Years before Lana Del Ray re-enacted the Zapruder film in a tasteless music video, Marilyn Manson did the same thing with a better actress for his song "Coma White."
If Antichrist Superstar was Marilyn Manson's Purple Rain, where he set out to make himself the Biggest Star on Earth, Mechanical Animals was his Sign 'o' the Times, where he reflected on the world from his throne. Hearkening to his hero, David Bowie, Manson reinvented himself as an alien rock star ("Omega and the Mechanical Animals") and depicted megastardom excess with surprising vulnerability. It sold about half of what Antichrist Superstar did, and was therefore the last bold artistic statement that he would make. It's also the best record that he's ever released.
For the first time ever, Manson and his mainly interchangeable band had to prove that they could follow up a hit album, and that they didn't need producer Trent Reznor to do it. Thus, the band tried something completely different. Unable to market himself as an outcast after appearing on the cover of Rolling Stone, Manson ditched Satan for Sci-Fi, coming up with a vague concept about alienated celebrity life.
The celebrity role becomes Manson--no matter how much he tours with Slayer, Marilyn Manson has always been a pop star. His first hit was a cover of Eurythmics' "Sweet Dreams," but his finest homage to his synthpop heroes is his glamdustrial original "The Dope Show." Riding a beat unshamefully cribbed from Iggy Pop and Bowie's "Nightclubbing," Manson's acknowledges the temporary state of his place in the world: "They love you when you're on all the covers/When you're not then they love another."

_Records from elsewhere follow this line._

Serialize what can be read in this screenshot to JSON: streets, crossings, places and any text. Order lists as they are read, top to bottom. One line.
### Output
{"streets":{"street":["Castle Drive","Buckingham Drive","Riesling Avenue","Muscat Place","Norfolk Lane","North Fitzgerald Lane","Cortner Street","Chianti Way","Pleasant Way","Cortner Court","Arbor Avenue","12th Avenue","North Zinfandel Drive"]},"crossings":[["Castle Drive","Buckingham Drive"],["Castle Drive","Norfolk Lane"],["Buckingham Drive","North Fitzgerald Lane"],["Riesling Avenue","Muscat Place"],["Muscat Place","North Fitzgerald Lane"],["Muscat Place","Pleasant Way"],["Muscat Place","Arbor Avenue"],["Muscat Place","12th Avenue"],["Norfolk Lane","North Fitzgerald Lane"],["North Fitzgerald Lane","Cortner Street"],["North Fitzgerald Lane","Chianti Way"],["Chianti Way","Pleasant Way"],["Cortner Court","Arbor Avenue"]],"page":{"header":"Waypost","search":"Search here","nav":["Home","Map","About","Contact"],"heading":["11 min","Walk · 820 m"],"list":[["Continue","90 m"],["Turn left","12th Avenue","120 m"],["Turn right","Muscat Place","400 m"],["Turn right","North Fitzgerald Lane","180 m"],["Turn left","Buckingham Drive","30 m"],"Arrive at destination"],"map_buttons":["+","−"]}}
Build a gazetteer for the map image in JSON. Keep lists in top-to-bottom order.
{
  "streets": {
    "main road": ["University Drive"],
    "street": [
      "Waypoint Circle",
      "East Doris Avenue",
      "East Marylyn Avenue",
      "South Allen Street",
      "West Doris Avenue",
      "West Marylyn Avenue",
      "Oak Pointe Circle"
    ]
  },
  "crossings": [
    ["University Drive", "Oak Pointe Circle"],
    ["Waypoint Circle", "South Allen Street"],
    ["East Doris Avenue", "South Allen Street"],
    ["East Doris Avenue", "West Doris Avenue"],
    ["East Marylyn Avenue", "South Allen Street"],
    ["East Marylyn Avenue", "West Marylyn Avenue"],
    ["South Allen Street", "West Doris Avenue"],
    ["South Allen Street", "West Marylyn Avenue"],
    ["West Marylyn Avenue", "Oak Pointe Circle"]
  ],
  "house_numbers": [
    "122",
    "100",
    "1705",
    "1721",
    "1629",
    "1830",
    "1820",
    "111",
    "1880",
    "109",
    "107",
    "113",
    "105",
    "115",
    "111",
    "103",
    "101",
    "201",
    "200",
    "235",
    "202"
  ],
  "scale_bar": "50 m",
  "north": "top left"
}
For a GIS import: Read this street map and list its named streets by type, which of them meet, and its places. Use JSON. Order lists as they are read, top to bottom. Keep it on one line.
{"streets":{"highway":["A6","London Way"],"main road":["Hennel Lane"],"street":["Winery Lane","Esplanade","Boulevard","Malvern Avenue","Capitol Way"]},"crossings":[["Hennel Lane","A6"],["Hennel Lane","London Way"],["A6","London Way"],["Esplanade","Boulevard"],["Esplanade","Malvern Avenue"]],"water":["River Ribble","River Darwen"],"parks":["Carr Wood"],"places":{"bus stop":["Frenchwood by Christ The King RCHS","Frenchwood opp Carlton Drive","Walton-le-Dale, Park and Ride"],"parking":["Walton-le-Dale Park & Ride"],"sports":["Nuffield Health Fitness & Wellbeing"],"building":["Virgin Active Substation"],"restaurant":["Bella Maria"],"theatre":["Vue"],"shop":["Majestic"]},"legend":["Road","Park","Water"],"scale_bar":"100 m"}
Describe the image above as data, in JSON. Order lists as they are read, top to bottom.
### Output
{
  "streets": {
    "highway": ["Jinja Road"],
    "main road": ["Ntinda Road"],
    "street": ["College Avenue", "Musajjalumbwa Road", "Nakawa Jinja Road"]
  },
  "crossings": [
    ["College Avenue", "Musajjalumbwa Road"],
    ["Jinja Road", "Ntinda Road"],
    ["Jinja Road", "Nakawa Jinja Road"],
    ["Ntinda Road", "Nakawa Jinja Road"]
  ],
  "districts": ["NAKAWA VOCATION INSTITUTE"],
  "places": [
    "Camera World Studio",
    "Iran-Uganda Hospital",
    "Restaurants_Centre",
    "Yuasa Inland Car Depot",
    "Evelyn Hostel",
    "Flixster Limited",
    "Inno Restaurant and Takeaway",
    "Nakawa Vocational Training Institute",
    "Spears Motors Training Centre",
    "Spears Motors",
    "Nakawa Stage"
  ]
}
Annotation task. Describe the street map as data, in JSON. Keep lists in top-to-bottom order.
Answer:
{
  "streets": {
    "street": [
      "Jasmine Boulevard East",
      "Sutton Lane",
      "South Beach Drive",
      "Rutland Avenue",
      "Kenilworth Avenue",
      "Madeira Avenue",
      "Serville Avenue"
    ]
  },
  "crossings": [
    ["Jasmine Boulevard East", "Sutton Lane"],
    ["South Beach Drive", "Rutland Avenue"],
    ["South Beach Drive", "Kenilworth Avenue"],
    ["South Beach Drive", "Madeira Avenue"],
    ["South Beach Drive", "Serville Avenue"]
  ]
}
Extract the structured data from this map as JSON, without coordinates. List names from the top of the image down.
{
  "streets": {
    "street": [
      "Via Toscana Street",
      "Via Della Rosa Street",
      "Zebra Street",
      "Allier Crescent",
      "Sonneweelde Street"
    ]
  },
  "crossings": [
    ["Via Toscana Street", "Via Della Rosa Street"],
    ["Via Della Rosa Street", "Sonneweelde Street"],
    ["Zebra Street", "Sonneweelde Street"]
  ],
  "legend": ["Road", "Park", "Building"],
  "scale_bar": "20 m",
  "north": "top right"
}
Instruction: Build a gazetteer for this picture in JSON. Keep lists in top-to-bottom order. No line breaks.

Standing out amongst the record's glam throwbacks, "Rock is Dead" was futuristic enough to get played during the end credits of The Matrix. The "God is in the TV" rejoinder offers rewards as both statement and satire. I don't know what happened to guitarist Zim Zum, but his harmonics here leave Zakk Wylde's in the dust.
Manson wasn't the first rock star to sing about mo money mo problems, but he might have been the funniest. Usually a mediocre lyricist, Manson approached songwriting on Mechanical Animals with a sense of humor that he had lacked before, as heard on "I Don't Like the Drugs (But the Drugs Like Me.)" Not only is it the
first and last good industrial funk song, it's Manson's greatest single, the feather in his prosthetic boobs.
Manson was right. Soon he was not on all the covers and we loved another. But if he ever makes another album this good, he might work his way back.